Of course, even though he is our youngest, our youngest isn’t little anymore. There is no costume he’s been thinking about, he can go buy his own candy any time he wants from the gas station around the corner from his house, and he and his friends may or may not “do something” for the holiday. I still remember applying brown cream makeup with a sponge to his cheeks and chin to create a stubbly beard and moustache when he was younger to be Daryl from The Walking Dead.

But there we were at the round table in the dining room, three pumpkins carved open, stringy innards being clawed or scooped out with spoons and knives to create Jack-o-Lanterns.

The last year or two feels like one pumpkin with more gross, stringy guts to deal with and very few seeds of good memories to consider. It takes a while to pry out the good, to clean them and admire the result of the hard work.

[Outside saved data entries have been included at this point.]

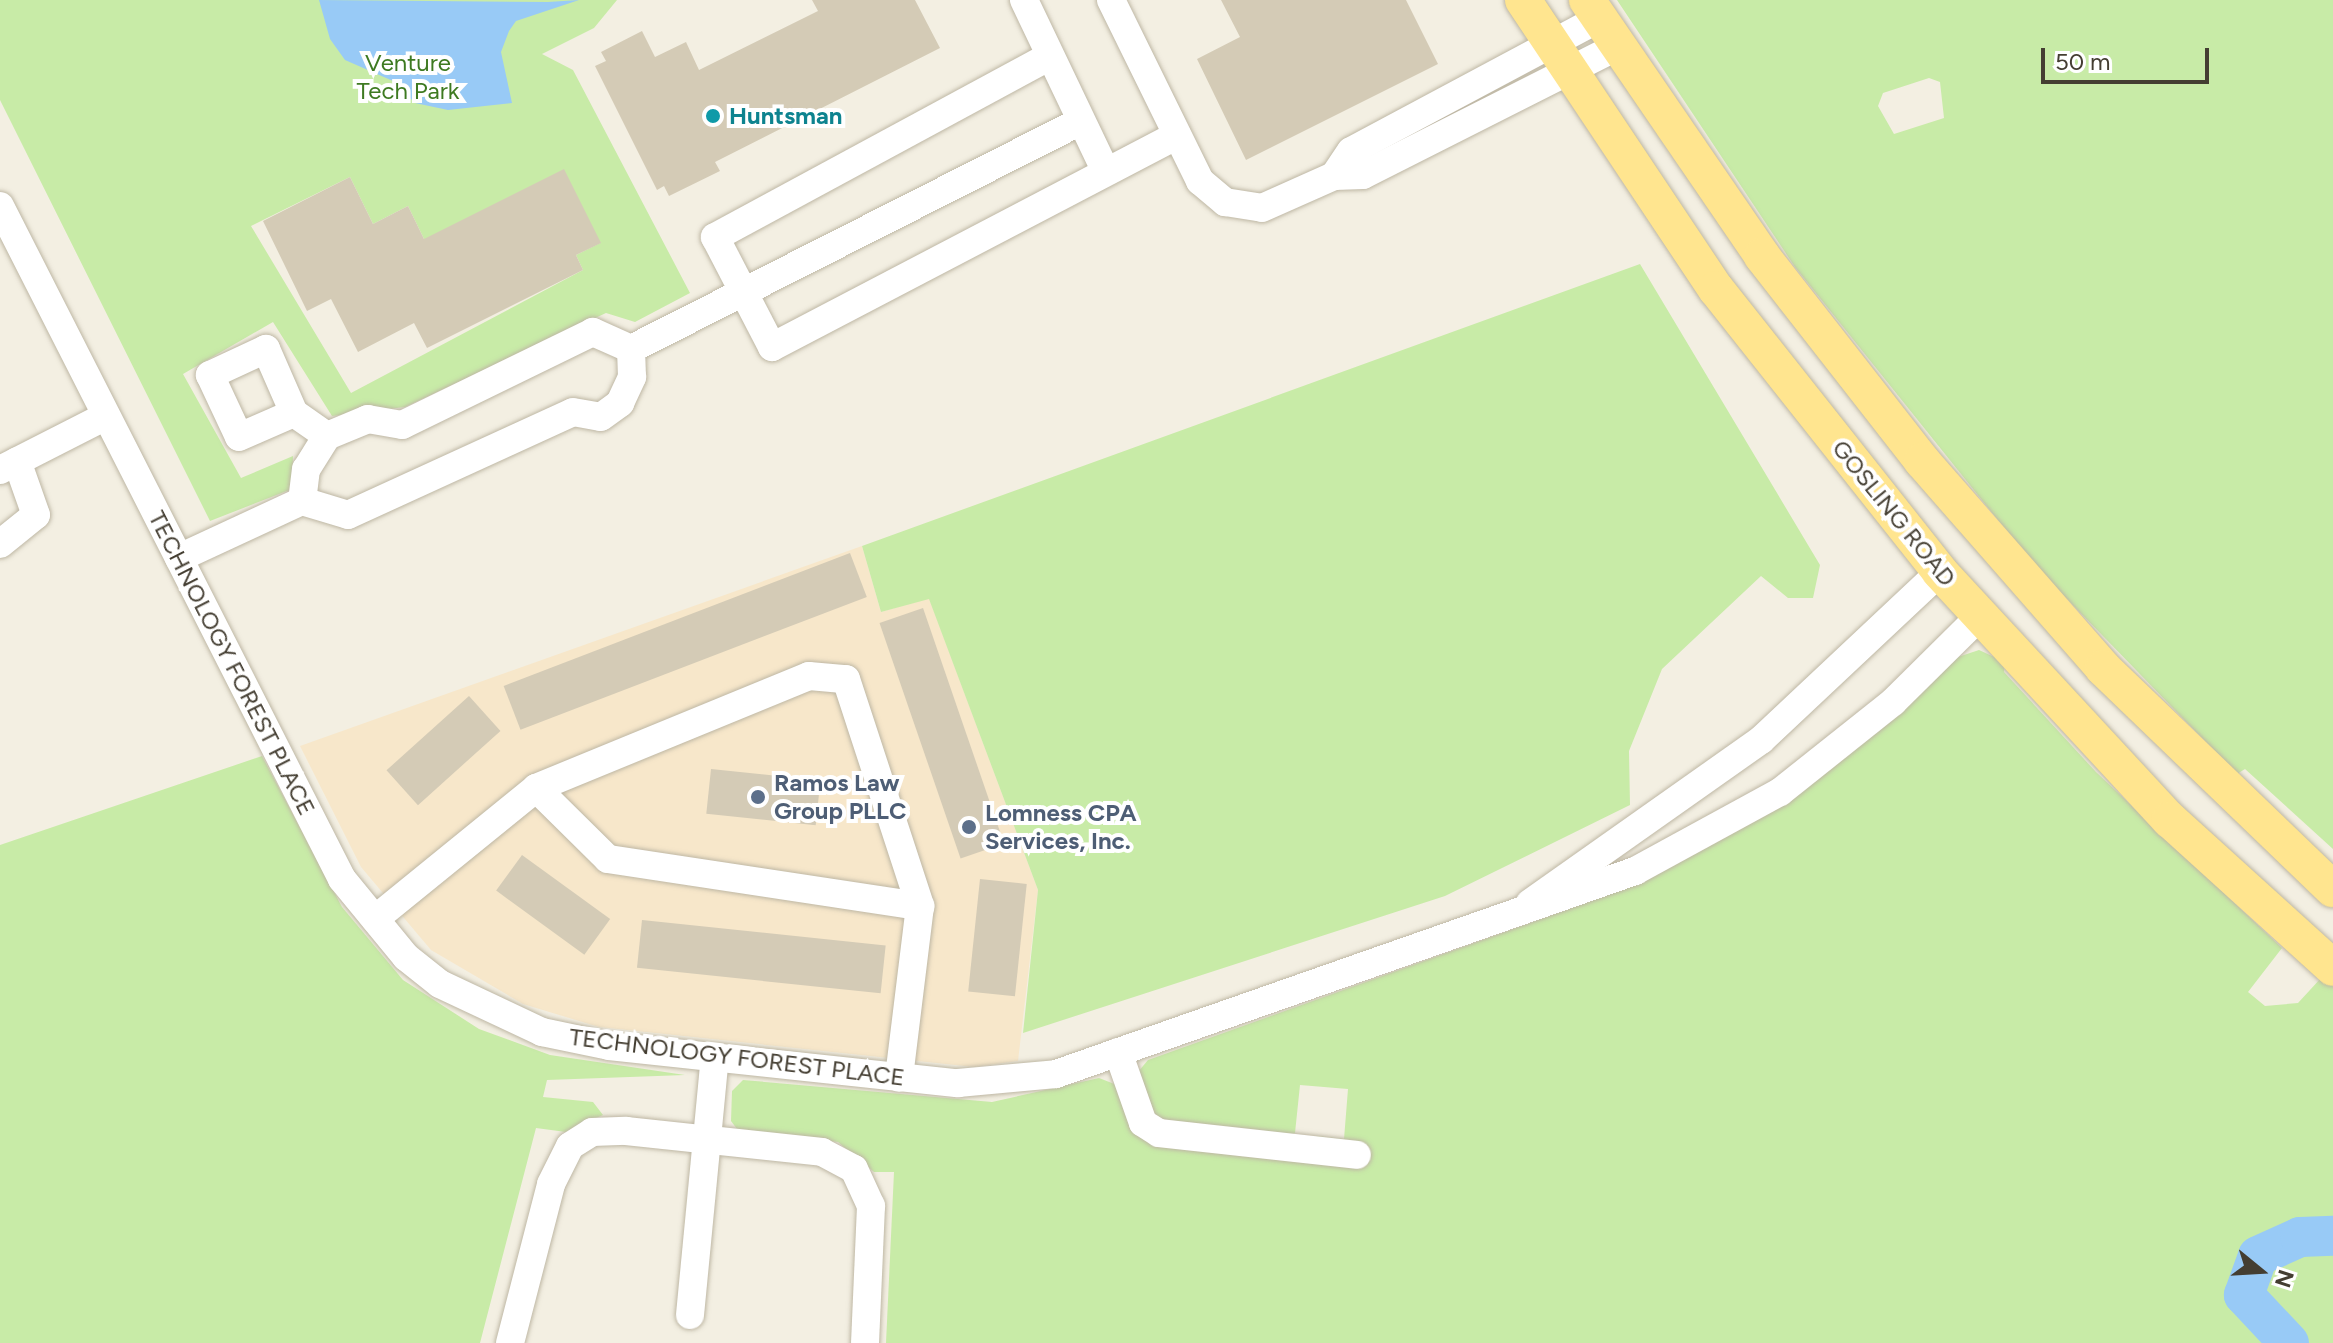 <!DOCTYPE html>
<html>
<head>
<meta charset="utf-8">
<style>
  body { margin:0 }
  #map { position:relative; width:2333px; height:1343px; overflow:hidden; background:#f3efe2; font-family:Figtree,sans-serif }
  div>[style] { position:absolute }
  .commercial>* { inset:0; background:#f7e7ca }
  .green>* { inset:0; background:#c8eba7 }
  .water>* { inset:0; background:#98caf6 }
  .river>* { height:40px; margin:-20px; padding:0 20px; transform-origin:20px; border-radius:20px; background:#98caf6 }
  .building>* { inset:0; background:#d4cbb6; transform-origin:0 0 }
  .roads { filter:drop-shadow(0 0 2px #beb7a4) drop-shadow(0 0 2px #beb7a4) }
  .minor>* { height:28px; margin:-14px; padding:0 14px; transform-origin:14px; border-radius:14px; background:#fff }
  .major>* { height:36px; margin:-18px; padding:0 18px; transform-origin:18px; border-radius:18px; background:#ffe58f }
  .dots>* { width:22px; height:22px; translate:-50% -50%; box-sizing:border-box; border:4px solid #fff; border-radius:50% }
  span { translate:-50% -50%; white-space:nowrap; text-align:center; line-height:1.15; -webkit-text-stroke:8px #fff; paint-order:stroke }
  .park-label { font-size:24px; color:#3e7a21 }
  .culture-label { font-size:24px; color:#0d838f; font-weight:700 }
  .left { translate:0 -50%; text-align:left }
  .street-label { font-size:24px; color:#443e32 }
  .service-label { font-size:24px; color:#4e5e75; font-weight:700 }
  .north { position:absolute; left:2221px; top:1231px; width:80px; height:80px; -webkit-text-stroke:6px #fff; paint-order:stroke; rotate:108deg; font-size:22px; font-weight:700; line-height:32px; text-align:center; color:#443e32 }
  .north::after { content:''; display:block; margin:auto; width:28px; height:36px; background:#443e32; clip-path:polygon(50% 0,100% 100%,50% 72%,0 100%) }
  .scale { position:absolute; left:2041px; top:48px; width:168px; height:36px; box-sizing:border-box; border:4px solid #443e32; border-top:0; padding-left:10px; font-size:24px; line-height:28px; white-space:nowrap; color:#443e32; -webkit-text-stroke:6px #fff; paint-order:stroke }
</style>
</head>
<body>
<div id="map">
  <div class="commercial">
    <i style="clip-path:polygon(862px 546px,881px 612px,929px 598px,1038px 890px,1018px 1061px,974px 1067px,599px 1027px,523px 1004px,431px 950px,361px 867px,300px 746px)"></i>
  </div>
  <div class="green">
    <i style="clip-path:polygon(evenodd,0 0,617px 0,594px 28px,542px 54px,573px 70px,690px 293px,635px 322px,606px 313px,405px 407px,332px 416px,273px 322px,183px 374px,241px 478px,293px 456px,292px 489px,210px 521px,0 100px,0 0,350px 177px,373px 224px,408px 206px,424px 239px,600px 243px,576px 255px,583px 270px,351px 393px,251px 226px,350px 177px)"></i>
    <i style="clip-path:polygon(evenodd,1617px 0,2333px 0,2333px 849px,2245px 769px,2237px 774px,2034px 565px,1795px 267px,1617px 0,1929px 78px,1940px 82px,1944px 118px,1894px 134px,1878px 106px,1883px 93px,1929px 78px)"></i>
    <i style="clip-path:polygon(1640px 264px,1820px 565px,1813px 598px,1788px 598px,1761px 576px,1662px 669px,1629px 751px,1630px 805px,1445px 896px,1023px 1033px,1038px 890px,929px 599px,881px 612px,862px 546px)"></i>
    <i style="clip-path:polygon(1979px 650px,2005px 662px,2004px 672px,2096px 772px,2282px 948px,2248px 992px,2265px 1006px,2298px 1003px,2333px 965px,2333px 1343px,886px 1343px,894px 1172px,874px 1172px,838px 1142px,737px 1129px,731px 1121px,732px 1091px,743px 1080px,992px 1102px,1099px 1078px,1122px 1087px,1136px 1124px,1324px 1143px,1316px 1136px,1344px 1139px,1348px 1089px,1300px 1085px,1295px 1133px,1287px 1139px,1150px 1117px,1138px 1072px,1148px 1060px,1603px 897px,1955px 658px)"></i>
    <i style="clip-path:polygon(262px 756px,342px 907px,403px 980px,479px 1029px,550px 1055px,685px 1075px,547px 1080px,543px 1097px,593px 1102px,603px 1115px,566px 1132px,536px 1128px,480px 1343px,0 1343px,0 845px)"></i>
  </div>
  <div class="water">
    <i style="clip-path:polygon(319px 0,548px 2px,579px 0,516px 21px,509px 31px,501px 52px,512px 103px,448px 110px,415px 103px,393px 81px,345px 60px,330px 39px)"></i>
  </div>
  <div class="river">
    <i style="left:2289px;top:1343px;width:66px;rotate:-133.2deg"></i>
    <i style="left:2244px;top:1295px;width:41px;rotate:-70.3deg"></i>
    <i style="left:2258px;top:1256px;width:46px;rotate:-24.3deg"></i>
    <i style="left:2300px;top:1237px;width:33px;rotate:-2deg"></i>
  </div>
  <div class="building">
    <i style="clip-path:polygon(812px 0,915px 0,940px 48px,715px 162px,720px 171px,669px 196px,664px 186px,657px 190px,595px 66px,606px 61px,601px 52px,642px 31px,655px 57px,686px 42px,699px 70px,818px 11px)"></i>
    <i style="clip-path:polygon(1221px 0,1406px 0,1438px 64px,1246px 160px,1197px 59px,1240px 37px)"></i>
    <i style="clip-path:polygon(564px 169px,601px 243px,576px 255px,583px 270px,427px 348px,414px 323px,358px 352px,331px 299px,307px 311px,263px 221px,350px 177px,373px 224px,408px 206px,424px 239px)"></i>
    <i style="left:850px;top:553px;width:47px;height:371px;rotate:69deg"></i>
    <i style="left:923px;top:608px;width:249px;height:46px;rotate:71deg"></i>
    <i style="left:469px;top:696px;width:47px;height:111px;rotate:48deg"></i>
    <i style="left:711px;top:769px;width:110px;height:45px;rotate:6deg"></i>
    <i style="left:522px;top:855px;width:109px;height:44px;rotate:36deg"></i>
    <i style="left:980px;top:879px;width:47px;height:113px;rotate:6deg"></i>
    <i style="left:642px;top:920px;width:245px;height:48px;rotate:6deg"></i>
  </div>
  <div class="roads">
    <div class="minor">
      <i style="left:1024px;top:0;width:186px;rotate:64.5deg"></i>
      <i style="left:1111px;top:0;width:202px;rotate:63.8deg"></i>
      <i style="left:1200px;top:181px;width:33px;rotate:40deg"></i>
      <i style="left:1225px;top:202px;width:37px;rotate:9deg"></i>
      <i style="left:1262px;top:208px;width:79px;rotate:-24deg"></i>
      <i style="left:1334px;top:176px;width:29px;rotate:-2deg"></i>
      <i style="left:1363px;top:175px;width:281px;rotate:-26.8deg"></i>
      <i style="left:1050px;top:56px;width:381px;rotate:151.6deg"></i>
      <i style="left:715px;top:237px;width:124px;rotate:62.6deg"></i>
      <i style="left:772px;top:347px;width:457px;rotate:-27.6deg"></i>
      <i style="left:1334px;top:176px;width:30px;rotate:-56deg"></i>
      <i style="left:1351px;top:151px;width:280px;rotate:-28.1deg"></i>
      <i style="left:0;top:206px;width:755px;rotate:63.06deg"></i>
      <i style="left:342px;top:879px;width:101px;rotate:50.6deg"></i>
      <i style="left:406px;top:957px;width:43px;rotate:38.5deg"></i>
      <i style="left:440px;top:984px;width:113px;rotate:25.2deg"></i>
      <i style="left:542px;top:1032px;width:68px;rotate:11.8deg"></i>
      <i style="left:609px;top:1046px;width:351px;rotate:6.1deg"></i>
      <i style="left:958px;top:1083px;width:98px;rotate:-5.2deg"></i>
      <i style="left:1056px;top:1074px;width:614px;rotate:-19.32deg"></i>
      <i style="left:1635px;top:871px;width:165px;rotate:-28.6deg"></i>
      <i style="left:1780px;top:792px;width:144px;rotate:-38.5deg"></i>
      <i style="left:1893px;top:702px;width:124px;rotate:-44.7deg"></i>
      <i style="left:631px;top:349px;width:42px;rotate:-155.9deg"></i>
      <i style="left:593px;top:332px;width:212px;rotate:154deg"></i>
      <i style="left:402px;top:425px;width:35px;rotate:-170deg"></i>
      <i style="left:368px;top:419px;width:44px;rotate:157.5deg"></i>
      <i style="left:327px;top:436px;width:39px;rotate:122deg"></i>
      <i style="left:306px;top:469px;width:32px;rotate:97deg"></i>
      <i style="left:302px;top:501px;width:48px;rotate:16.9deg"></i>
      <i style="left:348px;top:515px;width:247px;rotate:-24.6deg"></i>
      <i style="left:573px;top:412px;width:28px;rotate:10deg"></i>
      <i style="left:601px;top:417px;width:24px;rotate:-36deg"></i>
      <i style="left:620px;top:403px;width:29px;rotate:-65deg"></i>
      <i style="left:632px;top:377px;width:28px;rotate:-92deg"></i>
      <i style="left:631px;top:349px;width:504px;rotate:-26.87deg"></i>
      <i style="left:294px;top:413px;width:70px;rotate:-113.6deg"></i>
      <i style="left:266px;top:349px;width:62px;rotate:155.1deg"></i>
      <i style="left:210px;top:375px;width:68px;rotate:64.9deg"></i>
      <i style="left:239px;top:437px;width:60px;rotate:-23.6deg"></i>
      <i style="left:294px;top:413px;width:40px;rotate:34.9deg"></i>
      <i style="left:0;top:470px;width:119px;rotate:-27deg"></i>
      <i style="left:0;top:544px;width:46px;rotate:-38.9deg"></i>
      <i style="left:36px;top:515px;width:57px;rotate:-109.4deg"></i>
      <i style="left:179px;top:558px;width:136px;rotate:-24.9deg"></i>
      <i style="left:536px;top:788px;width:101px;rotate:44.6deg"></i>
      <i style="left:608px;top:859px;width:316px;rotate:8.6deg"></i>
      <i style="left:1530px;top:903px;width:283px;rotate:-35.2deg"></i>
      <i style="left:1761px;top:740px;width:245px;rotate:-43.2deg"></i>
      <i style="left:375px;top:919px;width:208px;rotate:-39.1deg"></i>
      <i style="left:536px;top:788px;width:295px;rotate:-22.3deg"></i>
      <i style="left:809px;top:676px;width:37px;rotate:5deg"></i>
      <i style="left:846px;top:679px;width:239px;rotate:71.9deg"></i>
      <i style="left:920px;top:906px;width:173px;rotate:97deg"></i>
      <i style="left:1118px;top:1052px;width:75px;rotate:70.6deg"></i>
      <i style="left:1143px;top:1123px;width:19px;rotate:32deg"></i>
      <i style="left:1159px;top:1133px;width:199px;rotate:6.3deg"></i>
      <i style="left:690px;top:1315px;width:259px;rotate:-84.5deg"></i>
      <i style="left:510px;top:1343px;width:164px;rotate:-75.5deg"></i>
      <i style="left:551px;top:1184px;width:42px;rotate:-63.4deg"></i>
      <i style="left:570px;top:1146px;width:26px;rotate:-32deg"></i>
      <i style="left:592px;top:1132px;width:34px;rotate:-2deg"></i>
      <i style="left:626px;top:1131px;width:197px;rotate:6.1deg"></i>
      <i style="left:822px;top:1152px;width:36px;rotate:28deg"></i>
      <i style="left:854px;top:1169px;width:41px;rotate:65.3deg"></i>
      <i style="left:871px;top:1206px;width:137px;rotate:92.5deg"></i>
    </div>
    <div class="major">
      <i style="left:1523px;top:0;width:348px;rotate:56.3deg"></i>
      <i style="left:1716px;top:289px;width:361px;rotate:51.6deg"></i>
      <i style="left:1940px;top:572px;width:338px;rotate:47.2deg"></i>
      <i style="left:2170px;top:820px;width:220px;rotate:42.2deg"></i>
      <i style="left:1587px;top:0;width:310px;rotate:55.6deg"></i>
      <i style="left:1762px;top:256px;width:260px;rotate:52deg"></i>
      <i style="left:1922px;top:461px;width:275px;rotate:48.8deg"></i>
      <i style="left:2103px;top:668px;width:319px;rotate:43.9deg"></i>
    </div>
  </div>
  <div class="dots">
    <i style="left:713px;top:116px;background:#0f9aa8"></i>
    <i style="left:758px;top:797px;background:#5c6f8a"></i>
    <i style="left:969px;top:827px;background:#5c6f8a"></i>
  </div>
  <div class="park-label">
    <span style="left:408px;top:77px">Venture<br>Tech Park</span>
  </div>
  <div class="culture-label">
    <span class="left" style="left:729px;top:116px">Huntsman</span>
  </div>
  <div class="street-label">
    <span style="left:1894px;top:513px;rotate:51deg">GOSLING ROAD</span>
    <span style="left:232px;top:663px;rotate:63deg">TECHNOLOGY FOREST PLACE</span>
    <span style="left:737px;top:1057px;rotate:7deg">TECHNOLOGY FOREST PLACE</span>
  </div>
  <div class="service-label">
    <span class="left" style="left:774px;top:797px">Ramos Law<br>Group PLLC</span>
    <span class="left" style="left:985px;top:827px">Lomness CPA<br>Services, Inc.</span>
  </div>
  <div class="north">N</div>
  <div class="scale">50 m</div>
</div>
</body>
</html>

And then you get to set the pumpkin on fire…sort of.

Despite the off and sometimes awful year, we keep a smile on for our kids and hope they don’t sense how close we are to losing it. So we put a smile on, as rough as it may be like the jagged lines I carved into my pumpkin’s face. We smile and show them there is a bit of hope in the dark, like our candles in the pumpkins on the porch. And if the wind blows the light out? Well, we will just relight them however many times we need.

We enjoyed a Haunted Trail in OKC later that night, where my husband and youngest proved to be related by not at all being freaked out by a Freddy Kreuger or Leatherface coming at them with a chainsaw. Much to my dismay, I was the only one having to breathe in and out and say “it’s not real, it’s not real, it’s not real.”

Sometimes, I wish I could say that aloud about what’s happening in real life. But it is real sometimes. So I better put the light in the Jack-o-Lantern and keep smiling.